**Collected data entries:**
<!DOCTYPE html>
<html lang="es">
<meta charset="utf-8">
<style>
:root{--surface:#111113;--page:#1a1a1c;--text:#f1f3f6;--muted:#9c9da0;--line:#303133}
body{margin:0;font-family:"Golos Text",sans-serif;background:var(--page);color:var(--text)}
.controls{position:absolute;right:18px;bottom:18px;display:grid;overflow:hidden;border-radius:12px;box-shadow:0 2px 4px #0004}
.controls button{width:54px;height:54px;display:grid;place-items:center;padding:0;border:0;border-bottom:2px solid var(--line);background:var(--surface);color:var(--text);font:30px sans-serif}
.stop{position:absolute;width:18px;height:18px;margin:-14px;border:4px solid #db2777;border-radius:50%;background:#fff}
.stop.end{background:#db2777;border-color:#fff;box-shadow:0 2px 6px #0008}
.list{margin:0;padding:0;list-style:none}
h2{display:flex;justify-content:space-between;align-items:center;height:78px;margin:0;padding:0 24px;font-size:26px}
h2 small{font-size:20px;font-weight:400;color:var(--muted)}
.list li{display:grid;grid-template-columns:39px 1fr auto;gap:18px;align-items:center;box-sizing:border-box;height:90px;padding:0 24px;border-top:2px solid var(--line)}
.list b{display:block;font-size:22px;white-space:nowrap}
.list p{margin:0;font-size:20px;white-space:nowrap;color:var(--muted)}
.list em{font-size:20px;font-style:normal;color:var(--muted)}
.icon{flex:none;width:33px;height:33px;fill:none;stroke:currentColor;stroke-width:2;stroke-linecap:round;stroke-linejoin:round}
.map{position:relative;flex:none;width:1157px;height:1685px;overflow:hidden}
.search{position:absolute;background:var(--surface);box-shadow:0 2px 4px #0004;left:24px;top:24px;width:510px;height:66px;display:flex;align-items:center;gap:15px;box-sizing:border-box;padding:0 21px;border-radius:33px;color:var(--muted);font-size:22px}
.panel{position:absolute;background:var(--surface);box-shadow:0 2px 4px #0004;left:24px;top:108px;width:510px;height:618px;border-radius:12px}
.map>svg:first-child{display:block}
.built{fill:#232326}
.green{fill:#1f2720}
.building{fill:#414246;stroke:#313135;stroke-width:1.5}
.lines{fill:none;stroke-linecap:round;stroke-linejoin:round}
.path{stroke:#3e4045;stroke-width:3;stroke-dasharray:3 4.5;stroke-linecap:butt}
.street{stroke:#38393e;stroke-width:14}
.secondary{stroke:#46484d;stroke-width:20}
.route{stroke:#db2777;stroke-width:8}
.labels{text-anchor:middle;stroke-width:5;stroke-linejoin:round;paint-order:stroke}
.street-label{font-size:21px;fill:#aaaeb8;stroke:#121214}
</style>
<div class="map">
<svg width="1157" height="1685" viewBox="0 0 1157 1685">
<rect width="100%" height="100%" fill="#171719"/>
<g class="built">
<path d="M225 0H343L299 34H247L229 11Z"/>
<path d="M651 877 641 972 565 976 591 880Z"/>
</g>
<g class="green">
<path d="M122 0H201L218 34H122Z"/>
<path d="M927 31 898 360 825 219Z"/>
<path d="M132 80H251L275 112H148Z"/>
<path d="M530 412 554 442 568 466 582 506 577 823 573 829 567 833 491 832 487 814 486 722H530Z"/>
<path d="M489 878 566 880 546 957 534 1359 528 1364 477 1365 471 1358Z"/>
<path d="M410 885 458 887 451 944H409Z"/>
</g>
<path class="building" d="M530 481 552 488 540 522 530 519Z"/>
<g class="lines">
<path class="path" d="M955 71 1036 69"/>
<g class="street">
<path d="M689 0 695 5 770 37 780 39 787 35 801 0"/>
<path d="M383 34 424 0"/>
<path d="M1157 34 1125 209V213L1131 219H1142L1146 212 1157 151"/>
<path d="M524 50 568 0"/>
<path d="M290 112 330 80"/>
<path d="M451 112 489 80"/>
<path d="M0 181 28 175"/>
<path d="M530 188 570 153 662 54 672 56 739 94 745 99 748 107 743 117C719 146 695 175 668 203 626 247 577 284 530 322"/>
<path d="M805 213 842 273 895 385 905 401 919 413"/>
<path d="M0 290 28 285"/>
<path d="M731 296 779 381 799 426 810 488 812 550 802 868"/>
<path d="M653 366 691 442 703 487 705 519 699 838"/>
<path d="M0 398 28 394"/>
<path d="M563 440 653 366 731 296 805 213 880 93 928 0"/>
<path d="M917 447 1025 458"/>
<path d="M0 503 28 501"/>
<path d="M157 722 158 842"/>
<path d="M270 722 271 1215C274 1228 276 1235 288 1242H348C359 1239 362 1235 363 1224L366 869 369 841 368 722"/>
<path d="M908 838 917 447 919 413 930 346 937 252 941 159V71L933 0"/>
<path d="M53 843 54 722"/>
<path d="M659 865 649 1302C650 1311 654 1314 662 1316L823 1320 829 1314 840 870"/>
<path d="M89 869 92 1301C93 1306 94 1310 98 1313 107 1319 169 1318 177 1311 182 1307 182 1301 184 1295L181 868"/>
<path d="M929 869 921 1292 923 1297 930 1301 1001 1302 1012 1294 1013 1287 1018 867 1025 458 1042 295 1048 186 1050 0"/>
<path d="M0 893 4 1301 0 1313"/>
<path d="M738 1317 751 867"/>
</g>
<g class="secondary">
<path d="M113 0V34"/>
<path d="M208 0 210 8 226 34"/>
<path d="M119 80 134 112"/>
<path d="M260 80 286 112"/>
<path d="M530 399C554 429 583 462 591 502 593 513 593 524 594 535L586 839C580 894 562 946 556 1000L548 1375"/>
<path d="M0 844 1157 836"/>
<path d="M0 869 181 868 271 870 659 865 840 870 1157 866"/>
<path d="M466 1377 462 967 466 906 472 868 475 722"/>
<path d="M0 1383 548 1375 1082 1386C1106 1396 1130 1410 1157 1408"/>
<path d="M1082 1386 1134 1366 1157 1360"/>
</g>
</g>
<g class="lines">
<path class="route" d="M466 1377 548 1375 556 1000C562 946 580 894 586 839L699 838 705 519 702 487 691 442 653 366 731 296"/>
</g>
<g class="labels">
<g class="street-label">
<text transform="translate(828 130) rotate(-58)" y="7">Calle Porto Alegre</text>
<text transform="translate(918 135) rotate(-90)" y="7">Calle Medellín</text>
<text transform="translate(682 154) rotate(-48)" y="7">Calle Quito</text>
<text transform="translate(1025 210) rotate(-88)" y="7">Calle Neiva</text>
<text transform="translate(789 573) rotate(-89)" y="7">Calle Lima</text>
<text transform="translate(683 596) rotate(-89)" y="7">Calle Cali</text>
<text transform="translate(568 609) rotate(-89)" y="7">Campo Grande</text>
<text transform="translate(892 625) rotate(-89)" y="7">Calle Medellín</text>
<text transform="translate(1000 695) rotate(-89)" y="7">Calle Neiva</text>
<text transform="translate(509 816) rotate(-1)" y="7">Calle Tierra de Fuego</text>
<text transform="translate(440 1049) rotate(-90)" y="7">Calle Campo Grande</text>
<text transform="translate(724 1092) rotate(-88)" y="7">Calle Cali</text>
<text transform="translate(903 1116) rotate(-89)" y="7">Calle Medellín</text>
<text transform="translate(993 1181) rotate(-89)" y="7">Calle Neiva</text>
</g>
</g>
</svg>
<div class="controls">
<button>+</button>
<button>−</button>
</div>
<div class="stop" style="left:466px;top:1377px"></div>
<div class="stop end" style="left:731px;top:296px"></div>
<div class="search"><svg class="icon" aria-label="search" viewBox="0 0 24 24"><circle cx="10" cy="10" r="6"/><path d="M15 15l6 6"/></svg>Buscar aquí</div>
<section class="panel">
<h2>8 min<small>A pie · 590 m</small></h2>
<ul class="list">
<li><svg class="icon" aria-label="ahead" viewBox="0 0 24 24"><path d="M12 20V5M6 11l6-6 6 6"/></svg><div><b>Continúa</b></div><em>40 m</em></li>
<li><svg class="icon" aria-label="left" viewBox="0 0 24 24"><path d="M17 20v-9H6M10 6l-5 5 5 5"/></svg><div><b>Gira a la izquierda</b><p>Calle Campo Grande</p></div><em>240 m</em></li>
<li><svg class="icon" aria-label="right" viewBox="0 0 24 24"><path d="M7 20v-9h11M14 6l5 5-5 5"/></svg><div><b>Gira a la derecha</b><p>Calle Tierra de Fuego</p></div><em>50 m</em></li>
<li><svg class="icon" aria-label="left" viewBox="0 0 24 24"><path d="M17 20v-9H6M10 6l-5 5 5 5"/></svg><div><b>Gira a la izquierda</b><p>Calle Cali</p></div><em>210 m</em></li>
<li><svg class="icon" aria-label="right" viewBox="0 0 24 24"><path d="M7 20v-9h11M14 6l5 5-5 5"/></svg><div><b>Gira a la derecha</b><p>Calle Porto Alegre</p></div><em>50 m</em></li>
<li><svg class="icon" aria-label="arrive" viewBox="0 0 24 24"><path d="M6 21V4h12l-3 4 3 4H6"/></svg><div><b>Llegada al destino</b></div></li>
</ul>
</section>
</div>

**EXERCISE OBJECTIVE:**
The result is a copy of every line above where the word "linecap" shows up.

**ANSWER BOX:**
.icon{flex:none;width:33px;height:33px;fill:none;stroke:currentColor;stroke-width:2;stroke-linecap:round;stroke-linejoin:round}
.lines{fill:none;stroke-linecap:round;stroke-linejoin:round}
.path{stroke:#3e4045;stroke-width:3;stroke-dasharray:3 4.5;stroke-linecap:butt}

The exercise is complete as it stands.